The answer must consist of every line in the records that contains the word "absolute".

MATERIAL FOR THE TASK ▸
········

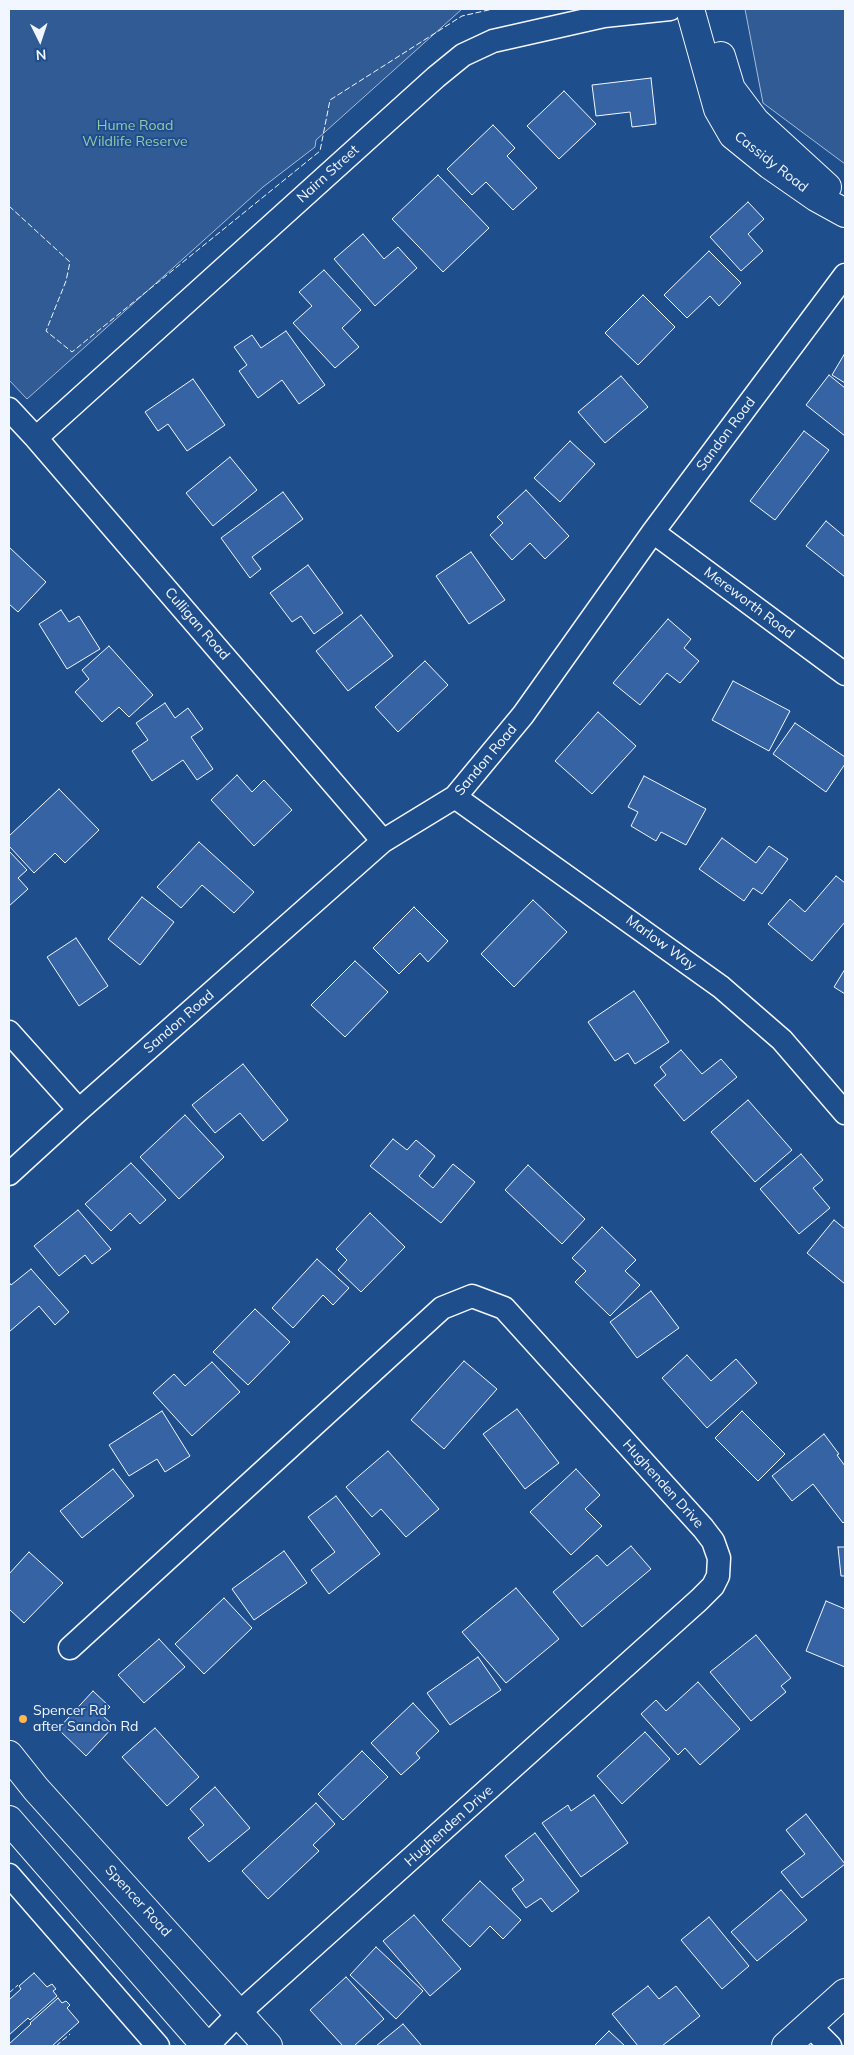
<!DOCTYPE html>
<html>
<head>
<meta charset="utf-8">
<style>
	body { margin:0 }
	#map { position:relative; width:854px; height:2055px; overflow:hidden; background:#1f4e8c; font-family:Mulish,sans-serif }
	canvas { display:block }
	.frame { position:absolute; inset:0; border:10px solid #f2f6ff; pointer-events:none }
	.north { position:absolute; left:15px; top:15px; width:50px; height:50px; -webkit-text-stroke:4px #1f4e8c; paint-order:stroke; rotate:176deg; font-size:14px; font-weight:700; line-height:20px; text-align:center; color:#f2f6ff }
	.north::after { content:''; display:block; margin:auto; width:18px; height:22px; background:#f2f6ff; clip-path:polygon(50% 0,100% 100%,50% 72%,0 100%) }
</style>
</head>
<body>
<div id="map">
<canvas width="854" height="2055"></canvas>
<div class="frame"></div>
<div class="north">N</div>
</div>
<script>
const ctx = document.querySelector('canvas').getContext('2d');
ctx.lineJoin = 'round';
function fill(path, color) { ctx.fillStyle = color; ctx.fill(path, 'evenodd'); }
const shape = rows => new Path2D(rows.map(r => 'M' + r).join(''));
function strokePath(path, color, width, dash) { ctx.strokeStyle = color; ctx.lineWidth = width; ctx.lineCap = dash ? 'butt' : 'round'; ctx.setLineDash(dash || []); ctx.stroke(path); }
function drawText(font, color, halo, rows, align = 'center') {
  ctx.font = font + ' Mulish,sans-serif'; ctx.lineWidth = 4; ctx.setLineDash([]); ctx.textBaseline = 'middle'; ctx.strokeStyle = halo; ctx.fillStyle = color; for (const [text, x, y, turn = 0] of rows) {
    ctx.save(); ctx.translate(x, y); ctx.rotate((+turn || 0) * Math.PI / 180); ctx.textAlign = isNaN(turn) ? turn : align; if (halo) ctx.strokeText(text, 0, 0); ctx.fillText(text, 0, 0); ctx.restore();
  }
}
const built = shape([
	[9,9,462,9,316,140,315,147,263,187,27,399,9,380,9,9],
	[745,9,845,9,845,164,763,103,745,9]
]);
fill(built, '#305b95');
strokePath(built, '#a8bbd7', 1);
const building = shape([
	[651,78,656,124,632,127,630,112,596,116,592,85,651,78],
	[564,91,596,124,559,159,527,126,564,91],
	[493,125,515,148,507,156,537,188,513,210,486,182,472,195,447,169,493,125],
	[438,175,489,228,443,272,392,219,438,175],
	[748,202,764,219,748,234,763,251,741,271,710,237,748,202],
	[363,234,384,259,398,247,417,268,375,306,334,259,363,234],
	[709,251,741,283,719,306,710,296,687,318,664,295,709,251],
	[324,270,361,310,342,328,359,347,335,368,293,323,312,306,299,292,324,270],
	[643,295,675,327,638,365,605,333,643,295],
	[286,331,325,385,299,404,282,380,258,398,239,371,247,365,234,347,252,335,261,348,286,331],
	[845,353,845,383,832,375,845,353],
	[829,375,845,388,845,436,806,405,829,375],
	[621,376,648,407,605,443,578,412,621,376],
	[193,379,225,425,187,451,168,424,158,431,145,412,193,379],
	[804,431,829,450,775,520,750,501,804,431],
	[570,441,595,464,560,502,534,478,570,441],
	[230,457,257,490,213,526,186,493,230,457],
	[526,490,569,536,545,559,530,543,512,560,490,535,503,523,497,517,526,490],
	[283,492,303,519,252,557,261,569,250,578,221,538,283,492],
	[826,521,845,537,845,577,806,546,826,521],
	[9,547,46,582,18,612,9,604,9,547],
	[471,552,505,600,469,624,436,576,471,552],
	[308,565,343,613,314,634,301,616,292,622,270,593,308,565],
	[61,610,69,622,79,616,100,649,67,669,39,624,61,610],
	[361,615,393,656,348,691,316,651,361,615],
	[668,619,691,639,684,648,699,661,680,683,667,673,640,705,613,683,668,619],
	[109,646,153,695,129,717,119,707,102,722,75,692,89,679,82,670,109,646],
	[425,661,448,685,398,732,375,707,425,661],
	[733,681,790,711,769,751,712,720,733,681],
	[165,703,175,718,188,708,203,729,191,737,213,769,197,780,183,760,152,781,132,751,148,740,136,723,165,703],
	[598,712,636,746,592,794,555,761,598,712],
	[795,723,845,757,845,764,826,792,773,754,795,723],
	[237,775,252,792,264,780,292,810,254,846,211,800,237,775],
	[644,776,706,809,686,845,661,832,656,841,631,826,638,812,628,807,644,776],
	[59,789,99,830,65,863,55,853,34,873,9,846,9,836,59,789],
	[722,838,756,863,769,846,788,859,762,894,753,888,744,901,699,869,722,838],
	[199,842,254,892,234,913,202,885,181,908,157,887,199,842],
	[9,851,27,870,18,878,28,889,9,906,9,851],
	[836,876,845,883,845,922,812,961,768,924,790,899,805,912,836,876],
	[142,897,174,922,140,965,108,939,142,897],
	[533,900,567,932,514,987,481,954,533,900],
	[414,907,448,941,428,962,420,953,399,974,373,948,414,907],
	[76,938,108,986,79,1006,47,957,76,938],
	[355,961,388,992,345,1037,311,1005,355,961],
	[845,969,845,994,834,987,845,969],
	[634,991,669,1042,635,1064,628,1053,615,1061,588,1022,634,991],
	[681,1050,702,1074,721,1059,737,1077,684,1121,654,1085,666,1075,660,1067,681,1050],
	[243,1064,288,1120,263,1141,240,1113,215,1133,192,1105,243,1064],
	[748,1100,792,1150,755,1182,711,1132,748,1100],
	[185,1115,224,1157,179,1199,140,1157,185,1115],
	[393,1139,407,1150,416,1140,435,1156,419,1176,433,1188,453,1164,475,1182,441,1223,370,1166,393,1139],
	[801,1154,823,1180,813,1188,830,1208,799,1234,760,1189,801,1154],
	[131,1163,166,1200,140,1224,130,1213,111,1231,85,1204,131,1163],
	[528,1165,585,1219,562,1244,505,1190,528,1165],
	[78,1210,111,1249,92,1264,85,1255,59,1276,34,1246,78,1210],
	[370,1213,405,1247,361,1292,338,1270,347,1260,336,1249,370,1213],
	[834,1220,845,1229,845,1284,807,1253,834,1220],
	[602,1227,636,1260,625,1271,640,1285,610,1316,575,1282,586,1271,572,1258,602,1227],
	[317,1259,349,1288,333,1305,323,1295,293,1328,272,1308,317,1259],
	[31,1269,69,1312,55,1325,39,1306,9,1332,9,1282,11,1285,31,1269],
	[651,1291,679,1328,637,1358,610,1322,651,1291],
	[255,1309,290,1342,248,1385,213,1352,255,1309],
	[687,1355,711,1381,736,1359,757,1383,707,1428,662,1378,687,1355],
	[464,1361,497,1389,444,1449,411,1420,464,1361],
	[212,1362,240,1392,192,1436,153,1393,174,1374,185,1386,212,1362],
	[517,1409,559,1463,525,1489,483,1434,517,1409],
	[162,1411,190,1456,165,1472,157,1459,129,1476,109,1445,162,1411],
	[742,1411,785,1454,758,1481,715,1438,742,1411],
	[824,1434,839,1454,837,1455,845,1466,845,1521,843,1523,813,1484,792,1501,772,1476,824,1434],
	[388,1451,439,1509,406,1537,381,1509,372,1517,346,1487,388,1451],
	[113,1469,134,1496,82,1538,60,1511,113,1469],
	[576,1469,600,1495,585,1509,602,1526,571,1555,530,1512,576,1469],
	[336,1496,380,1554,329,1594,311,1570,335,1552,308,1517,336,1496],
	[631,1546,651,1569,582,1627,553,1592,597,1555,607,1566,631,1546],
	[838,1547,845,1547,845,1576,841,1576,838,1547],
	[284,1551,307,1583,254,1620,232,1589,284,1551],
	[29,1552,63,1583,24,1623,9,1609,9,1574,29,1552],
	[516,1588,559,1639,506,1683,462,1632,516,1588],
	[224,1598,252,1628,204,1674,175,1644,224,1598],
	[826,1601,845,1609,845,1667,806,1651,826,1601],
	[756,1635,791,1678,781,1686,786,1692,751,1721,710,1672,756,1635],
	[159,1639,185,1667,144,1703,118,1675,159,1639],
	[478,1657,501,1690,450,1725,427,1693,478,1657],
	[698,1682,740,1729,700,1765,685,1748,678,1755,641,1714,656,1700,666,1711,698,1682],
	[93,1691,110,1707,102,1715,114,1726,86,1756,58,1729,93,1691],
	[413,1703,439,1731,416,1753,420,1758,401,1775,371,1743,413,1703],
	[155,1728,199,1777,167,1806,122,1757,155,1728],
	[645,1732,670,1759,622,1804,597,1776,645,1732],
	[362,1751,388,1777,343,1820,318,1794,362,1751],
	[215,1787,250,1828,209,1862,188,1838,204,1825,190,1809,215,1787],
	[594,1795,628,1843,581,1877,542,1823,568,1805,571,1811,594,1795],
	[316,1803,335,1824,313,1845,319,1851,268,1899,242,1871,316,1803],
	[806,1814,845,1864,802,1898,781,1872,805,1854,786,1830,806,1814],
	[535,1833,579,1891,552,1912,541,1898,526,1908,512,1889,524,1880,505,1856,535,1833],
	[480,1881,521,1920,503,1939,490,1926,470,1947,442,1920,480,1881],
	[781,1890,807,1920,757,1961,731,1932,781,1890],
	[414,1915,461,1969,430,1996,383,1941,414,1915],
	[709,1917,749,1966,722,1989,681,1940,709,1917],
	[376,1947,423,1991,396,2019,350,1975,376,1947],
	[34,1973,47,1987,52,1984,56,1989,53,1991,57,1996,30,2020,28,2018,9,2035,9,2000,21,1989,19,1986,34,1973],
	[346,1977,384,2019,354,2046,343,2046,310,2010,346,1977],
	[648,1986,659,1999,676,1986,700,2016,662,2046,638,2046,612,2014,648,1986],
	[58,1998,62,2003,66,2001,70,2005,67,2008,79,2022,52,2046,9,2046,9,2044,31,2024,30,2023,58,1998],
	[403,2024,422,2046,376,2046,403,2024],
	[609,2031,625,2046,594,2046,609,2031]
]);
fill(building, '#3563a3');
strokePath(building, '#f2f6ff', 1);
const street = shape([
	[9,409,36,438,383,841],
	[36,438,436,77,463,55,493,41,604,16,670,9],
	[653,532,845,674],
	[455,797,721,987,782,1040,845,1113],
	[9,1032,79,1110],
	[9,1174,79,1110,383,841,455,797,523,715,653,532,845,275],
	[70,1648,442,1308,472,1296,504,1308,703,1528,713,1541,719,1558,718,1576,713,1586,699,1600,239,2013,207,2046],
	[9,1875,158,2046],
	[809,2025,830,2046]
]);
const secondary = shape([
	[690,9,718,109,733,135,770,165,816,197,845,213],
	[721,56,731,89,755,121,827,187],
	[786,2046,845,1993]
]);
const primary = shape([
	[9,1755,36,1789,268,2046],
	[9,1820,206,2046]
]);
strokePath(street, '#f2f6ff', 25);
strokePath(secondary, '#f2f6ff', 30);
strokePath(primary, '#f2f6ff', 30);
strokePath(street, '#1f4e8c', 22);
strokePath(secondary, '#1f4e8c', 28);
strokePath(primary, '#1f4e8c', 28);
strokePath(shape([
	[9,206,70,262,66,281,46,331,72,352,320,151,330,100,462,16,493,9],
	[9,1993,18,1985],
	[56,2046,70,2034]
]), '#f2f6ff', 1, [6, 2.5]);
for (const [x, y, r, color] of [
	[23,1719,5,"#ffb74d"]
]) { const dot = new Path2D(); dot.arc(x, y, r, 0, 2 * Math.PI); ctx.fillStyle = color; ctx.fill(dot); strokePath(dot, '#1f4e8c', 2); }
drawText('14px', '#97c8a6', '#1f4e8c', [
	["Hume Road",135,126],
	["Wildlife Reserve",135,142]
]);
drawText('14px', '#f2f6ff', '#1f4e8c', [
	["Cassidy Road",771,162,38],
	["Nairn Street",328,174,-42],
	["Sandon Road",726,434,-53],
	["Mereworth Road",749,603,37],
	["Culligan Road",197,624,49],
	["Sandon Road",486,760,-50],
	["Marlow Way",661,943,36],
	["Sandon Road",179,1022,-41],
	["Hughenden Drive",663,1484,48],
	["Hughenden Drive",449,1826,-42],
	["Spencer Road",138,1901,48]
]);
drawText('14px', '#f2f6ff', '#1f4e8c', [
	["Spencer Rd",33,1711],
	["after Sandon Rd",33,1727]
], 'left');
</script>
</body>
</html>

········

RESPONSE TO THE TASK ▸
	.frame { position:absolute; inset:0; border:10px solid #f2f6ff; pointer-events:none }
	.north { position:absolute; left:15px; top:15px; width:50px; height:50px; -webkit-text-stroke:4px #1f4e8c; paint-order:stroke; rotate:176deg; font-size:14px; font-weight:700; line-height:20px; text-align:center; color:#f2f6ff }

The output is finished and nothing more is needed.